BINGE-R #20: The Man in the High Castle + You Me Her
THE MAN IN THE HIGH CASTLE S2
Streaming Service: Amazon Prime Video
Availability: All 10 episodes now streaming
The Man in the High Castle starts with a concept that ruptures the history of the 20th century – Nazi Germany and Japan were victorious in World War II and have divided the occupied United States – and turns it into a gripping drama that plays out on an individual level. The world building is fascinating, but Amazon’s series is truly about the constant fear and ready surrender that come from living under totalitarianism. Set in 1962, there are ghoulish and expertly sold set-pieces, such as season two’s opener where high school students pledge obedience “to the absolute leader of the Nazi empire, Adolf Hitler”, but what stays with you is the myriad ways that many people carry on without freedom.
The show’s protagonists are at the pointy end of the struggle, but survival predates heroics. Juliana Crain (Alexa Davalos) and Frank Frink (Rupert Evans) are a San Francisco couple caught up in subterfuge when the former’s sister delivers her a mysterious film can just before the Japanese secret police descend, while Joe Blake (Luke Kleintank) is a New Yorker whose loyalties are deeply torn even as he pursues the same mysterious samizdat. The films are newsreels that suggest a different reality – one where the Allies won World War II – and their presence, via the unknown Man in the High Castle, gives the show an otherworldly mystery that’s revealed with tingling economy.
The cost of living under bloody subjugation circulates through the smartly plotted storylines. I can’t think of another show where a minor character can turn the moment and mood inside out with a single remark. When Frank meets a Jewish survivor from the Nazi-occupied east, the man calmly tells him, “Overnight, lynch mobs were murdering Jews because suddenly we were less than human.” The oppressors, particularly the ruthless head of the SS in the now Greater Nazi Reich, John Smith (Rufus Sewell), direct a monstrous machine, but they retain a flawed humanity that can make for unexpected turns.
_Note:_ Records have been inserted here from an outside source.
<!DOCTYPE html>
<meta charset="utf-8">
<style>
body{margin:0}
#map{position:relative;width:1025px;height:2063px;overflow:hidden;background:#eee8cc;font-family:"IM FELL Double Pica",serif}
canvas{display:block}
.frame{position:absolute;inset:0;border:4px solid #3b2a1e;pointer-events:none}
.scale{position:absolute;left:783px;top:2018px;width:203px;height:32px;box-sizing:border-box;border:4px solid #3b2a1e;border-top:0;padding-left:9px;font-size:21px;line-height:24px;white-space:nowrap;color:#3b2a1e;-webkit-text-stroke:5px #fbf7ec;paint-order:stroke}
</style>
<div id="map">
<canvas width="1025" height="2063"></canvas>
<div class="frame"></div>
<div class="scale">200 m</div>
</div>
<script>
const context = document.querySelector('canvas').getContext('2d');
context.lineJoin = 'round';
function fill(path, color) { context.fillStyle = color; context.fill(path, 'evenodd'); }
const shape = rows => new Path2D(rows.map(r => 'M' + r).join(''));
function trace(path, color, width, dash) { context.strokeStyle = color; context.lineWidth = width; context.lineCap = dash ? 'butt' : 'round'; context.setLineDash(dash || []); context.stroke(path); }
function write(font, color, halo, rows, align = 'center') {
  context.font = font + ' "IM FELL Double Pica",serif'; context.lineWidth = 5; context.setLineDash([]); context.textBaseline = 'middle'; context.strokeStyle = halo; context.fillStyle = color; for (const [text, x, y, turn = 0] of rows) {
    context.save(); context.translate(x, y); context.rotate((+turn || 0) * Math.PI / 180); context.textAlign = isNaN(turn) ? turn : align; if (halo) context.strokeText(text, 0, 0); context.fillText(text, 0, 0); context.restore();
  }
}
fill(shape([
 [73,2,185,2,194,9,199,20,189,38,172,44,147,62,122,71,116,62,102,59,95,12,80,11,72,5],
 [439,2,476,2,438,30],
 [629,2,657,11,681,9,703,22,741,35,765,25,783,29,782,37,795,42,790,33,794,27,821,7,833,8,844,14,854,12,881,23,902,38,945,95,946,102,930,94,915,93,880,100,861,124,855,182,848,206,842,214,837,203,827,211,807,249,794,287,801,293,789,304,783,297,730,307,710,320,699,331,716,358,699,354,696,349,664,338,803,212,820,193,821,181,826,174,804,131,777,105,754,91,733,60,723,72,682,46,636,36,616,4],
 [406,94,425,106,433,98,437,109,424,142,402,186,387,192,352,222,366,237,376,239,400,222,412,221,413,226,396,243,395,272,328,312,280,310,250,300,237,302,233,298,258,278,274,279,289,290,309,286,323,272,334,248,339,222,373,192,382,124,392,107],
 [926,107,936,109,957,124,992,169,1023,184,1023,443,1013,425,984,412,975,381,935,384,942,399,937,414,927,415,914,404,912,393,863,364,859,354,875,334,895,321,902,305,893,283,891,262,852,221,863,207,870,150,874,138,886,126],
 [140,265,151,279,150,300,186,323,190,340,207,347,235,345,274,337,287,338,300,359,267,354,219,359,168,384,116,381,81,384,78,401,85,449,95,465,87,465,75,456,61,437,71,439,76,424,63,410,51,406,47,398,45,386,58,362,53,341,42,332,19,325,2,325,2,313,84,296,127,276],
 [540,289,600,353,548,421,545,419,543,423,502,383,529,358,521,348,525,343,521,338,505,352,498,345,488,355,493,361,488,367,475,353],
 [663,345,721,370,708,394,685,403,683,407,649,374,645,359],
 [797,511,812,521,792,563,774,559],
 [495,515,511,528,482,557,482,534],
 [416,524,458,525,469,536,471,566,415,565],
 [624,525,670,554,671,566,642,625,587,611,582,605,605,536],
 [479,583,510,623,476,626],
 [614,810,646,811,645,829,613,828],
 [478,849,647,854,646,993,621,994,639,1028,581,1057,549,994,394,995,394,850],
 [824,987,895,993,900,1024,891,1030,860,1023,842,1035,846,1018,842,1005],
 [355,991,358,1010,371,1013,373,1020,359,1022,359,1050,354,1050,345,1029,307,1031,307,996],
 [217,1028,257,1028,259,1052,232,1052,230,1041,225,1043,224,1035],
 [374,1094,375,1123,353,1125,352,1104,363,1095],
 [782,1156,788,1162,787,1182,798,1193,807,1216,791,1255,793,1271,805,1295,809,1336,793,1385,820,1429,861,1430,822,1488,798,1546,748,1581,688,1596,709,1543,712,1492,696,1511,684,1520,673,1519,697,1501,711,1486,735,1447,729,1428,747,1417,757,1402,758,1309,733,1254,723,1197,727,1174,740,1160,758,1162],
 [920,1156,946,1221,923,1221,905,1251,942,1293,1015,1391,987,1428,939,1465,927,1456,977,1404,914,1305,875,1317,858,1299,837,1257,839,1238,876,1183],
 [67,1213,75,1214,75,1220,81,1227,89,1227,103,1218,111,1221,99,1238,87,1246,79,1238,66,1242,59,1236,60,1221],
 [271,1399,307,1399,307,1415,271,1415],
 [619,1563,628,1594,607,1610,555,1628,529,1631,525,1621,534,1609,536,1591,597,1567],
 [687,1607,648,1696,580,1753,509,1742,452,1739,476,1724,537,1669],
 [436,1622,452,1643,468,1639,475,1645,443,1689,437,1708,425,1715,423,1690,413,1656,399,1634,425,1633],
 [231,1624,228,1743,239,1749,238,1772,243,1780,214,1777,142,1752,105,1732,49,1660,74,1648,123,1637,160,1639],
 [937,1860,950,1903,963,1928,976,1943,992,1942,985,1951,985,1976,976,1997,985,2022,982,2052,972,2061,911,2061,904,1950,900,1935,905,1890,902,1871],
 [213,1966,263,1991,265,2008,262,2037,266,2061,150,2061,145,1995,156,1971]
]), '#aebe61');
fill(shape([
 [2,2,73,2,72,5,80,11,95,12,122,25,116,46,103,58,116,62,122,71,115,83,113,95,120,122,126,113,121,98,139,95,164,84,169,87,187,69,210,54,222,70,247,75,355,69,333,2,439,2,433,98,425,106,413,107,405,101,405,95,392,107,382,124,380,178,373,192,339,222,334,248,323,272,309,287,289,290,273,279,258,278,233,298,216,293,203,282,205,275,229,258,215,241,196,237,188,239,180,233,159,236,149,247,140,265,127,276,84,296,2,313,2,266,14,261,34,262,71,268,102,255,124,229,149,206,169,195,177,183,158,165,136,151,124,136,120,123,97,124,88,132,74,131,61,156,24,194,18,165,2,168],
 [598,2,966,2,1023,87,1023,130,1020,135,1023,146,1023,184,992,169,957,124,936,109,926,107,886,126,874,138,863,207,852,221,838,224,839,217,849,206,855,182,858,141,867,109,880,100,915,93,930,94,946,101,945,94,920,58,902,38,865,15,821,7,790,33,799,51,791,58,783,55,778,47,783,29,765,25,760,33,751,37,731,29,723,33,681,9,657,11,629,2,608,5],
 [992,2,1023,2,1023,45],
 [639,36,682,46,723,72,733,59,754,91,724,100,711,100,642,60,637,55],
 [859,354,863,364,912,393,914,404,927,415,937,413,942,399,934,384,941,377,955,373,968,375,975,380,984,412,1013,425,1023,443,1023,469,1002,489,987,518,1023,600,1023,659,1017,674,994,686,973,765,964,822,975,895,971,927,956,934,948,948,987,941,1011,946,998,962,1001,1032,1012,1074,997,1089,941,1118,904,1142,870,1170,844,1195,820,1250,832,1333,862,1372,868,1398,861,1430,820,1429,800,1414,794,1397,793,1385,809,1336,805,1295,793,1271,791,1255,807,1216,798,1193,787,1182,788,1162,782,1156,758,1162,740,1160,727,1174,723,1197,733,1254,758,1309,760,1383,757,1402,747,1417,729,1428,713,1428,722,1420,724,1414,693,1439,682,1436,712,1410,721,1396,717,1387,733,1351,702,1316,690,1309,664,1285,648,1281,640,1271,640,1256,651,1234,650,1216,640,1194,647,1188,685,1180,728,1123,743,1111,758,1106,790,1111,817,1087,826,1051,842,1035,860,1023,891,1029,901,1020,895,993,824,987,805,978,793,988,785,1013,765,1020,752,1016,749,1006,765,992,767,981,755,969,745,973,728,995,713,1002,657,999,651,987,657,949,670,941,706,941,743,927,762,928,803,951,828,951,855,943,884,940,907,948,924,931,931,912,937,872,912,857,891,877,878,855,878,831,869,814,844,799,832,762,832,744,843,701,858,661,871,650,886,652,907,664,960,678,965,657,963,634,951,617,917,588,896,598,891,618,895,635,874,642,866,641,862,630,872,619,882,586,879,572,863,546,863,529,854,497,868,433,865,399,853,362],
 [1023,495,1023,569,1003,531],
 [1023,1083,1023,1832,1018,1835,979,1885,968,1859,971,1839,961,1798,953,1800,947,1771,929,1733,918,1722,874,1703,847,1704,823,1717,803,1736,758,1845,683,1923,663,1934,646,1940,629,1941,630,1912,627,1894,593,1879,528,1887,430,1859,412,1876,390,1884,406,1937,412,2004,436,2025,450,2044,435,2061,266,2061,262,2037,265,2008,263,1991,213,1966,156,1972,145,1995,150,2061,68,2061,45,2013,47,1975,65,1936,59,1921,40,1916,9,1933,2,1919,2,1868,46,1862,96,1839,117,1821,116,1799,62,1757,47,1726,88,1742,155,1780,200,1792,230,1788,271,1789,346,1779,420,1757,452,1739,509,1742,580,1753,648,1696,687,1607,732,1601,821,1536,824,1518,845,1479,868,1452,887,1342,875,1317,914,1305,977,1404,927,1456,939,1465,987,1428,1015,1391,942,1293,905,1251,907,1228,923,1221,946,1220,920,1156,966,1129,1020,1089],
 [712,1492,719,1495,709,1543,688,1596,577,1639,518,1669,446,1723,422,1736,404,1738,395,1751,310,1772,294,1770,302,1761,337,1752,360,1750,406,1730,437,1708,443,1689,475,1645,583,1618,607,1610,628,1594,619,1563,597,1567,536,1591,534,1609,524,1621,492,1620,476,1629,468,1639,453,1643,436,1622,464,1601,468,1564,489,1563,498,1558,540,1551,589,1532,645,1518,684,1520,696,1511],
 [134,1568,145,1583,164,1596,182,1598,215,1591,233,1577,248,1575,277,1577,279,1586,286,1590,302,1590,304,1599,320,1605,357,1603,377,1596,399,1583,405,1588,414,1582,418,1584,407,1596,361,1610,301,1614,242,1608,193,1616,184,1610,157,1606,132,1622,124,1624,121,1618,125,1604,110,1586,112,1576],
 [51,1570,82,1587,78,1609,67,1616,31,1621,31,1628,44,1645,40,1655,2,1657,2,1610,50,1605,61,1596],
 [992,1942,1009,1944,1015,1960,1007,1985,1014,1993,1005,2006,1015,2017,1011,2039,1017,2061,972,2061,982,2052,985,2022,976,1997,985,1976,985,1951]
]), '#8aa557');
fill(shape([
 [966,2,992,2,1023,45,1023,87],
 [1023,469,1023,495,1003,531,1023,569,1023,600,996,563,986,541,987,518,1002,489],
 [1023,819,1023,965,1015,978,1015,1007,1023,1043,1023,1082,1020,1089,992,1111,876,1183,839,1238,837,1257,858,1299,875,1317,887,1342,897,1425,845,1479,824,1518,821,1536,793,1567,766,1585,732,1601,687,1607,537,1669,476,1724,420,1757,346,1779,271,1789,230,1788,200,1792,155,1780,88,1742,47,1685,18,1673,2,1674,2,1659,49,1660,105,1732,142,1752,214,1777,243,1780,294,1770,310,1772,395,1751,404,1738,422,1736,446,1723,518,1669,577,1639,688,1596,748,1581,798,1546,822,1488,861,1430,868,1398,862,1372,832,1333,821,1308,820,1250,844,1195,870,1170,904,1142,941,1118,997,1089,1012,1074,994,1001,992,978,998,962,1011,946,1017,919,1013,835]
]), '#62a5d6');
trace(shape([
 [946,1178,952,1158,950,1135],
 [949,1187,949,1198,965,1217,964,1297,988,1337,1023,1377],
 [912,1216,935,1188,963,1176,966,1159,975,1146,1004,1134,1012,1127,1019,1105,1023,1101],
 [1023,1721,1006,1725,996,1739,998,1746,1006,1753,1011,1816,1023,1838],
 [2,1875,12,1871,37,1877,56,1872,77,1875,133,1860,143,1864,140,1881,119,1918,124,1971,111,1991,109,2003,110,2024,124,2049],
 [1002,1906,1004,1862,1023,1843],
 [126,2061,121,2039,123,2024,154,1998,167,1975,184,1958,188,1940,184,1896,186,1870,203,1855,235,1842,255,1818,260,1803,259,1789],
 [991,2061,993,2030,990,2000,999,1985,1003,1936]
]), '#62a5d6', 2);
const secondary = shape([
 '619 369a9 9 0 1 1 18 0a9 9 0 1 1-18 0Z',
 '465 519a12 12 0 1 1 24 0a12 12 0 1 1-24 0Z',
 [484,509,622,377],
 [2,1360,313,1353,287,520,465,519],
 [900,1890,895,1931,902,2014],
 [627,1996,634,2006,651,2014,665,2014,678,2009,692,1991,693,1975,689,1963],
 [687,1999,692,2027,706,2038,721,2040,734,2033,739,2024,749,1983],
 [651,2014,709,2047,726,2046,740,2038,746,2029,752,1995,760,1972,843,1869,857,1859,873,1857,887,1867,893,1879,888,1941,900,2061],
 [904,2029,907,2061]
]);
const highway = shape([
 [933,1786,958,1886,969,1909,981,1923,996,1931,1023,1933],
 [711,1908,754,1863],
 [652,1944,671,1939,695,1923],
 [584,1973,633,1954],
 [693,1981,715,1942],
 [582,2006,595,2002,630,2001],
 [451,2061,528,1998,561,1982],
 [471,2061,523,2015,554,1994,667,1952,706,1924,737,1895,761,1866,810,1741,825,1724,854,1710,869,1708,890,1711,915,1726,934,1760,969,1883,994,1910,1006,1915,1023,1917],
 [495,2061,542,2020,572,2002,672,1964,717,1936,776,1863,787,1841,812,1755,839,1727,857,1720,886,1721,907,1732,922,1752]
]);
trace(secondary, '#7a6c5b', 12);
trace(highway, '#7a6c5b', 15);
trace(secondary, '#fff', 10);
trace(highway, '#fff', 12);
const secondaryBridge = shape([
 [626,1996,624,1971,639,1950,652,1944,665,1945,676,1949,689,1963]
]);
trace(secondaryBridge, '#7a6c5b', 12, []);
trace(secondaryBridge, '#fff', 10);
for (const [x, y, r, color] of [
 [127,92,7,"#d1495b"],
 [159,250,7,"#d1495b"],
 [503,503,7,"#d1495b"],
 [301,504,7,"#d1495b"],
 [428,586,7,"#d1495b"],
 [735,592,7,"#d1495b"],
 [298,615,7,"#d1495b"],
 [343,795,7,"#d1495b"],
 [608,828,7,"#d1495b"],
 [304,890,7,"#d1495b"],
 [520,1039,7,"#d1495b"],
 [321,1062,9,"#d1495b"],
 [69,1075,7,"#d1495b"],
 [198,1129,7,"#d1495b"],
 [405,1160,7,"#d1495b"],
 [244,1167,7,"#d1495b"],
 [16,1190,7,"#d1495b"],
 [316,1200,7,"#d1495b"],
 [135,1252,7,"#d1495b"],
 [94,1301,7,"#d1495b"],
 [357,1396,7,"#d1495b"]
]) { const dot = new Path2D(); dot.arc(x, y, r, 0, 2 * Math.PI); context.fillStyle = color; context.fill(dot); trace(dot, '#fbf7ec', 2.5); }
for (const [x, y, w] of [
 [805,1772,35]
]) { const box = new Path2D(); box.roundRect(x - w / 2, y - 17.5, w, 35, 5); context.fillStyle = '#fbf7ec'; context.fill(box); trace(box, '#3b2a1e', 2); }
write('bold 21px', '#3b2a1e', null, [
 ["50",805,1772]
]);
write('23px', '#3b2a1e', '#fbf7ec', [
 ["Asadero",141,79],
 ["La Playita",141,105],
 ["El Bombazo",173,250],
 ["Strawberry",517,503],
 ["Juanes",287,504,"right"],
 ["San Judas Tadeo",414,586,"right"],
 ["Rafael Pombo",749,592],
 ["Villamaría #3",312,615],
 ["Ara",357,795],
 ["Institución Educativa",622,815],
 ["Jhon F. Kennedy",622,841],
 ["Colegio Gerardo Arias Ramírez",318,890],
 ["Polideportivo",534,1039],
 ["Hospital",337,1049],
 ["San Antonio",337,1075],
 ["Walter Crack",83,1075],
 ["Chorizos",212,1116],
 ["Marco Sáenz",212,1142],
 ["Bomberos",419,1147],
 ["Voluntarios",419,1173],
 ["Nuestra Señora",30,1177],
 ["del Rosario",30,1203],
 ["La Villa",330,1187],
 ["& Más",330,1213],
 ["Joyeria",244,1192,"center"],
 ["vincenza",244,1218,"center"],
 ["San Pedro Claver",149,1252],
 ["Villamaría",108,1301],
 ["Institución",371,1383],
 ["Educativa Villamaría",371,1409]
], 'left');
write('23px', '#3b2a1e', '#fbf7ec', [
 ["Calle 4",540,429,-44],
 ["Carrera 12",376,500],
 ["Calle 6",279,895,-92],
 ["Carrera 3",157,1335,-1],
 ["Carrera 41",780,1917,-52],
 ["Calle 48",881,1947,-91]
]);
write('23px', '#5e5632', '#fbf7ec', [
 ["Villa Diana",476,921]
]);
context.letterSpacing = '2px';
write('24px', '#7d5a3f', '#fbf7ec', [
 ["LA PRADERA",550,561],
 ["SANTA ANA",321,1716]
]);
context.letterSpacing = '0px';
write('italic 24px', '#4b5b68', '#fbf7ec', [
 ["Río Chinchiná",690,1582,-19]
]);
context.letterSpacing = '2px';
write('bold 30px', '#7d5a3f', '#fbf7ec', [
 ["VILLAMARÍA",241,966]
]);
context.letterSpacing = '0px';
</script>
When Amazon launched in Australia last December they had the first season of the show, which has been liberally adapted from Philip K. Dick’s book by Frank Spotnitz (The X-Files), and now they’ve put up the second. It widens the political and cultural net – you see more of the 75-year-old Hitler’s imperial Berlin, the Yakuza, and persecuted minorities – while expanding on the titular mystery, and it also refocuses the characters, particularly the increasingly defiant Frank, against a backdrop of a very different Cold War. I had the first season of The Man in the High Castle on my 2016 Top 10 [list here], and the new batch of episodes only deepens and darkens the show’s compelling grip.
YOU ME HER S1
Streaming Service: Netflix
Availability: All 10 episodes now streaming
The danger in Netflix’s comedy You Me Her – the story of a married Portland couple who both start a fulfilling relationship with a young escort – is that it could become a male fantasy. The solution? Make it everyone’s fantasy. The romantic triangle that forms between high school administrator Jack Trakarsky (Greg Poehler), his architect wife Emma (Rachel Blanchard), and university student/escort Izzy Silva (Priscilla Faia) deeply satisfies each of them. The stagnant married couple rediscover both sexual passion and each other, while Izzy is drawn to each of her cash-only suitors.
The polyamorous relationship that takes shape in the first episodes balances up the gender gap: it’s Jack who first hires Izzy, on the advice of his boorish brother, Gabe (Kevin O’Grady, exceptional at playing a boorish brother), but it’s Emma who first sleeps with her after his panicked confession reveals Izzy’s existence. This all unfolds with tart dialogue – “they should have filmed it for an abstinence PSA,” laments Jack of an attempt to sleep with his wife – and quickly cut handheld camera framing from series director Nisha Ganatra, who also banishes the male gaze from the not that risque sex scenes.
Still, it’s not an easy concept to make plausible or persuasive. You Me Her needs a constant kismet between the three leads, but when they’re separated in the second episode the tempo can drag. Later episodes add in some suburban snooping, as Jack’s unorthodox private life endangers his professional standing, but the growing problem is that while Poehler (the younger brother of Amy) is a strong comic performer, riffing on neuroses and niggles, he can’t attain the contemplative depth that Blanchard does. Inequality handicaps the show: she’s a better actor than him.
>> Bonus Binge: If you want some more offbeat but self-contained takes on modern love try Netflix’s Chicago anthology series Easy [review here], which is a showcase for independent film auteur Joe Swanberg.